» PROBLEM TO WORK ON
Only one portion of the data is to be written out: from the line bearing "M1937,381L2060,455" through the line bearing "<button>+</button>". Write it exactly as it appears.

Stored data
[Start of section]
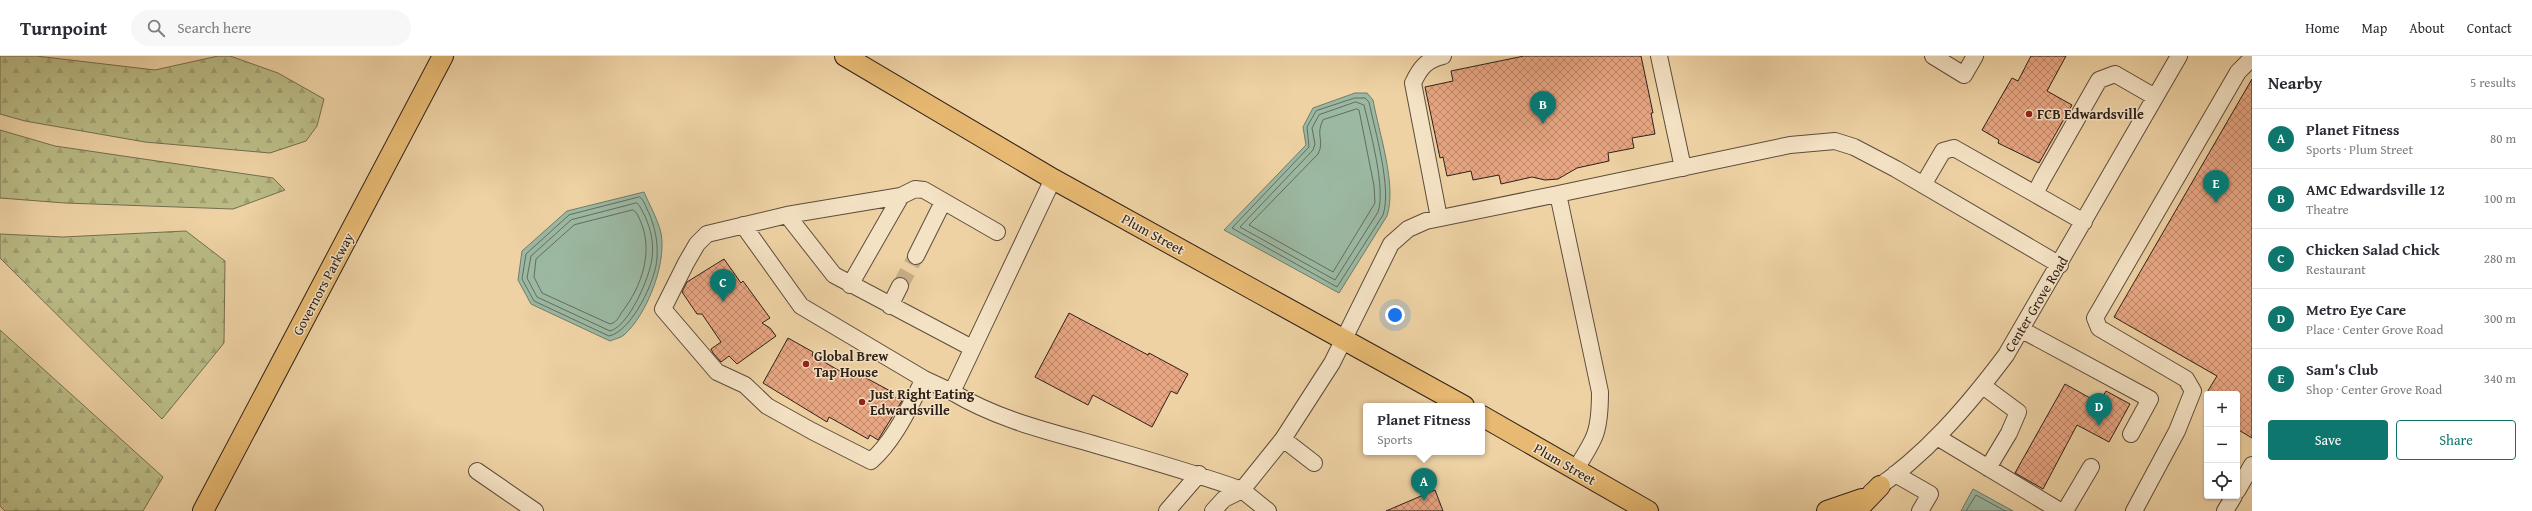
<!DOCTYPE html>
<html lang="en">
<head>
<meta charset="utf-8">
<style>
	body { margin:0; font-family:"Gentium Book Plus",serif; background:#f7f7f7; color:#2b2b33 }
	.controls { position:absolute; right:12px; bottom:12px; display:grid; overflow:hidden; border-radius:4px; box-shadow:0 1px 3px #0004 }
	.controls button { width:36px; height:36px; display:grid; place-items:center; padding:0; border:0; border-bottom:1px solid #e1e1e2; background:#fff; color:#2b2b33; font:20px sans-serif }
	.you { position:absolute; left:1395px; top:259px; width:14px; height:14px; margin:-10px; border:3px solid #fff; border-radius:50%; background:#1a73e8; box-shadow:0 0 0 6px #1a73e833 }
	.badge { display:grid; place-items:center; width:26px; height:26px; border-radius:50%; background:#0f766e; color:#fff; font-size:13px; font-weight:700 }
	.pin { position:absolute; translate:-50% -33px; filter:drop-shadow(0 1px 2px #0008) }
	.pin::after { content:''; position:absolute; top:21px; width:14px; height:12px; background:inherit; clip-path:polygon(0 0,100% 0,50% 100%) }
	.popup { position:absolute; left:1363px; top:347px; width:122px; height:52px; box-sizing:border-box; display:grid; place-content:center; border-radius:4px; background:#fff; filter:drop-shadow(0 1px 3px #0005); font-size:13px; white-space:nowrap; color:#7c7c81 }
	.popup b { font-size:15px; color:#2b2b33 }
	.popup::after { content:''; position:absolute; left:50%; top:100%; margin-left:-8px; border:8px solid transparent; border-top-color:#fff }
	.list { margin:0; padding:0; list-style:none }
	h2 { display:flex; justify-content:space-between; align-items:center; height:52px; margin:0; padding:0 16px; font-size:17px }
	h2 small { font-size:13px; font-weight:400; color:#7c7c81 }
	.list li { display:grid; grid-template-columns:26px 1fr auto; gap:12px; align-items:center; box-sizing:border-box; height:60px; padding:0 16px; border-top:1px solid #e1e1e2 }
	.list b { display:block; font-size:15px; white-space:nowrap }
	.list p { margin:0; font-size:13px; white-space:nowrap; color:#7c7c81 }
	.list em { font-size:13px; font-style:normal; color:#7c7c81 }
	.actions { display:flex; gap:8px; padding:12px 16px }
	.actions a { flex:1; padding:9px 0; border:1px solid #0f766e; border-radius:4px; text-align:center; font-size:14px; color:#0f766e }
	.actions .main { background:#0f766e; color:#fff }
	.icon { flex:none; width:22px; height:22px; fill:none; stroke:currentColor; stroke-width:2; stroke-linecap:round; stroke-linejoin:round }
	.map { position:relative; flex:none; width:2252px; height:455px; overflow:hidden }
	header { display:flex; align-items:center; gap:24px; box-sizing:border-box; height:56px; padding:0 20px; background:#fff; border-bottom:1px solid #e1e1e2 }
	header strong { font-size:19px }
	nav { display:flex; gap:22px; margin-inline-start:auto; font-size:14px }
	.search { width:280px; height:36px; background:#f7f7f7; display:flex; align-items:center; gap:10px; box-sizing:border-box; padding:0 14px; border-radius:22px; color:#7c7c81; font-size:15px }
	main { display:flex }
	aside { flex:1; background:#fff }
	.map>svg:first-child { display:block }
	.forest { fill:url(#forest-firs); stroke:#746e4f }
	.water { fill:#9bb8a2; stroke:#6f7b6b }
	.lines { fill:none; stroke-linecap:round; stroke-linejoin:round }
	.shore { stroke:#646c5e; stroke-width:1 }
	.building { fill:url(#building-cross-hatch); stroke:#2e2019 }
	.minor-tunnel { stroke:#c8ae88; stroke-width:16; stroke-dasharray:16 8; stroke-linecap:butt }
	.minor-casing { stroke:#5e4c3c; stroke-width:18 }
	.major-casing { stroke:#2e2019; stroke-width:22 }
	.minor { stroke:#f4e2c4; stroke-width:16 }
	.major { stroke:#e7b972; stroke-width:20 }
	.poi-dot { fill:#8f2418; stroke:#f4e2c4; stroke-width:1.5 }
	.labels { text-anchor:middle; stroke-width:3; stroke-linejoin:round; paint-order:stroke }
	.poi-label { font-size:14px; font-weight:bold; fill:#2e2019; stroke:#f4e2c4; text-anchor:start }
	.street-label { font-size:14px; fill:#2e2019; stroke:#f4e2c4 }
</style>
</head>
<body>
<header>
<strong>Turnpoint</strong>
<div class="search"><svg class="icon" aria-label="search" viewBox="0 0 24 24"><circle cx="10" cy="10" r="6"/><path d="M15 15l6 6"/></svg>Search here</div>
<nav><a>Home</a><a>Map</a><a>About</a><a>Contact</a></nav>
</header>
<main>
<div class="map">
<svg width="2252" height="455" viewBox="0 0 2252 455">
	<defs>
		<pattern id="forest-firs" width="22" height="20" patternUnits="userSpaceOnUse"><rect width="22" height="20" fill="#babb85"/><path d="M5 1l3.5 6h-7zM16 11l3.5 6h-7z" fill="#a0a072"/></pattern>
		<pattern id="building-cross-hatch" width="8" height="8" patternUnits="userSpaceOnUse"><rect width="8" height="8" fill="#e8a683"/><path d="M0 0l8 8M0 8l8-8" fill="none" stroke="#bc876a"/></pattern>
	</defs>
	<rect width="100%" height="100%" fill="#eed2a4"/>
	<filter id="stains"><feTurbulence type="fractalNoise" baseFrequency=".005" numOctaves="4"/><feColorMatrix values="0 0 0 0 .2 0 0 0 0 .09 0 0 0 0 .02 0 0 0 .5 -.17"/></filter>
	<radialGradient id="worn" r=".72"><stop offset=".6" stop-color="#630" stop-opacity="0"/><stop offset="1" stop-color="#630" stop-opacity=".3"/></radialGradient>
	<path class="forest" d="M0,0H36L155,14L218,0H230L278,17L324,43L317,70L306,85L270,97L145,86L25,65L0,58Z
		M0,74L55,90L273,122L285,134L233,153L65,147L0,142Z
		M186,175L225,205L224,287L162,363L0,202V178L63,181Z
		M0,274L163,421L143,455H5L0,450Z"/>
	<path class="water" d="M1355,37H1367L1373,44C1379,77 1397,129 1387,160L1339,237L1224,174L1306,89L1303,71L1313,52Z
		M644,136C649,148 656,160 660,173C669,203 647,259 624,279C621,282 614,283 610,285L531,248L518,224L522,195L567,155Z
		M1973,433L2013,455H1961Z"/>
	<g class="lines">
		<path class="shore" d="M1355,42H1365L1369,46C1375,75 1392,132 1383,159L1337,231L1232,172L1309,91L1307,71L1316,55Z
			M1356,46L1364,49C1370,75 1386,132 1378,156L1335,224L1240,171L1313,94L1315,88L1312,72L1319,59Z
			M1357,53L1359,54L1374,130L1375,147L1333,216L1249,169L1318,98C1325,85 1315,79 1323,64Z
			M640,141C644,144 646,152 649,157C655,172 658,185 657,202C656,224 632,275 609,280L534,245L522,223L526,198L569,159Z
			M637,147C641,150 642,156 645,160C651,174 654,187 652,202C650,221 629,270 610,275L537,241L527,222L531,200L571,164Z
			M633,154C637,156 638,160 640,164C654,195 642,230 622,256C619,261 616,267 610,268L542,237L534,221L536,203L574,169Z
			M1966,455L1976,439L2005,455"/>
	</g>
	<path class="building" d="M1524,0H1641L1653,57H1651L1655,78L1632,82L1634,92L1608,97L1609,105L1577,112L1558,123L1545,124L1532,121L1501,128L1499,119L1473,124L1471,115L1447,120L1443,101L1440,102L1425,31L1453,25L1451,15Z
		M2031,0H2066L2047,35L2072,49L2039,107L1998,87L1999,84L1982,74L2012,22L2018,25Z
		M2252,23V382L2237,373V338H2206L2217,320L2114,261Z
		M724,203L741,227L743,225L770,262L762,267L770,272L776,280L737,308L729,300L721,306L713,297L711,293L721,286L702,258H697L682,236L687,226Z
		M1069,257L1148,299L1149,297L1188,318L1177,338L1171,335L1152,371L1093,339L1088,349L1035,321Z
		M788,282L813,296L812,299L852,322L855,316L894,337L893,340L902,345L878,384L870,379L868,383L829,361L827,366L763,327Z
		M2065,328L2099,347L2106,335L2130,348L2109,386L2077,369L2043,433L2015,417Z
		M1435,434L1443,455H1386Z"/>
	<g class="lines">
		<path class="minor-tunnel" d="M900,230L916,200"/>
		<defs>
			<path id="minor" d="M1659,0L1683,112
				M1933,0L1964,19L1975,0
				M1053,123L952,336C992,360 1035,372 1079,384C1134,400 1189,415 1242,434L1283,383L1332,307L1391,188L1408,173L1426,165L1558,138L1600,336C1600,375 1596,382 1575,414
				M1923,129L1943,95L1954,92L2035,138
				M1558,138L1790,89L1835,85L1854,91L1896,113L2060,209
				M901,140L915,133L924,134L997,176
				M787,159L834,219L972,292
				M1439,162L1413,27C1420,12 1426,4 1443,0
				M2084,166L2035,138L2042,124L2099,24L2115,18L2155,41
				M743,169L801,250L924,323L952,336
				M916,200L943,146
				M850,229L901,140L787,159L707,178L697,188L686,207L663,253L717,316L745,329L767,350L812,375L871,405C895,384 909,351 924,323
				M890,250L900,230
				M2022,274L2150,343L2131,378
				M1983,330L2018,356L2009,377L1988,412
				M1937,381L2060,455
				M1283,383L1314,407
				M477,415L535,455
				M1895,418L1930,438L1920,455
				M2237,435L2252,409
				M1871,436C1925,400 1967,351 2006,299L2179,0
				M1167,455L1199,418
				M1213,455L1224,443L1242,434L1268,455
				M2065,455L2091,411
				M2134,455L2177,375L2193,335L2186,323L2099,272L2095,262L2238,16L2252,2
				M2225,455L2234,440"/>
			<path id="major" d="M845,0L1053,123L1464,350
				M1482,360L1648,455
				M203,455L443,0
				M1827,455L1862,443
				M1856,455L1880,430"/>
		</defs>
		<use href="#minor" class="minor-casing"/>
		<use href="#major" class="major-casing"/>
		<use href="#minor" class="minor"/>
		<use href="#major" class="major"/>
	</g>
	<g class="poi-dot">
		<circle cx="2029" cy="58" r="4"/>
		<circle cx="806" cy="308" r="4"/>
		<circle cx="862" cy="346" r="4"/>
	</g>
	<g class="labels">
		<g class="poi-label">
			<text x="2037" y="63">FCB Edwardsville</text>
			<text x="814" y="305">Global Brew<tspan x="814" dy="16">Tap House</tspan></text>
			<text x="870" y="343">Just Right Eating<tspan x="870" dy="16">Edwardsville</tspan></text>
		</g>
		<g class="street-label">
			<text transform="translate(1153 178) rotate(29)" y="5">Plum Street</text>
			<text transform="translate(323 228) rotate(-62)" y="5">Governors Parkway</text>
			<text transform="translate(2036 248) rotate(-59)" y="5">Center Grove Road</text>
			<text transform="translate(1565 408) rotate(30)" y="5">Plum Street</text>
		</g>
	</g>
	<rect width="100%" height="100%" filter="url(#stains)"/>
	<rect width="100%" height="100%" fill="url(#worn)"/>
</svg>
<div class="controls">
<button>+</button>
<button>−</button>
<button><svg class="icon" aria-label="locate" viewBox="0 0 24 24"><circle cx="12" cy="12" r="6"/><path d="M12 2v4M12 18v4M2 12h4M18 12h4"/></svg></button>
</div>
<div class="you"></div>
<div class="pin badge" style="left:1424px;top:445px">A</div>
<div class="popup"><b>Planet Fitness</b>Sports</div>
<div class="pin badge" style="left:1543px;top:68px">B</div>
<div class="pin badge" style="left:723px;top:246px">C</div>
<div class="pin badge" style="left:2099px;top:370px">D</div>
<div class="pin badge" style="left:2216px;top:147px">E</div>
</div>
<aside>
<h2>Nearby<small>5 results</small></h2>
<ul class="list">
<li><span class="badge">A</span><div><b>Planet Fitness</b><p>Sports · Plum Street</p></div><em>80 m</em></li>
<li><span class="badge">B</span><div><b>AMC Edwardsville 12</b><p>Theatre</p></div><em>100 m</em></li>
<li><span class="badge">C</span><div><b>Chicken Salad Chick</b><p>Restaurant</p></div><em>280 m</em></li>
<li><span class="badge">D</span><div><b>Metro Eye Care</b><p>Place · Center Grove Road</p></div><em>300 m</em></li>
<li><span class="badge">E</span><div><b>Sam's Club</b><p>Shop · Center Grove Road</p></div><em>340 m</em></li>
</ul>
<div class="actions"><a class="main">Save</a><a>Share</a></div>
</aside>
</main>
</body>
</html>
[End of section]
» WRITTEN SOLUTION
				M1937,381L2060,455
				M1283,383L1314,407
				M477,415L535,455
				M1895,418L1930,438L1920,455
				M2237,435L2252,409
				M1871,436C1925,400 1967,351 2006,299L2179,0
				M1167,455L1199,418
				M1213,455L1224,443L1242,434L1268,455
				M2065,455L2091,411
				M2134,455L2177,375L2193,335L2186,323L2099,272L2095,262L2238,16L2252,2
				M2225,455L2234,440"/>
			<path id="major" d="M845,0L1053,123L1464,350
				M1482,360L1648,455
				M203,455L443,0
				M1827,455L1862,443
				M1856,455L1880,430"/>
		</defs>
		<use href="#minor" class="minor-casing"/>
		<use href="#major" class="major-casing"/>
		<use href="#minor" class="minor"/>
		<use href="#major" class="major"/>
	</g>
	<g class="poi-dot">
		<circle cx="2029" cy="58" r="4"/>
		<circle cx="806" cy="308" r="4"/>
		<circle cx="862" cy="346" r="4"/>
	</g>
	<g class="labels">
		<g class="poi-label">
			<text x="2037" y="63">FCB Edwardsville</text>
			<text x="814" y="305">Global Brew<tspan x="814" dy="16">Tap House</tspan></text>
			<text x="870" y="343">Just Right Eating<tspan x="870" dy="16">Edwardsville</tspan></text>
		</g>
		<g class="street-label">
			<text transform="translate(1153 178) rotate(29)" y="5">Plum Street</text>
			<text transform="translate(323 228) rotate(-62)" y="5">Governors Parkway</text>
			<text transform="translate(2036 248) rotate(-59)" y="5">Center Grove Road</text>
			<text transform="translate(1565 408) rotate(30)" y="5">Plum Street</text>
		</g>
	</g>
	<rect width="100%" height="100%" filter="url(#stains)"/>
	<rect width="100%" height="100%" fill="url(#worn)"/>
</svg>
<div class="controls">
<button>+</button>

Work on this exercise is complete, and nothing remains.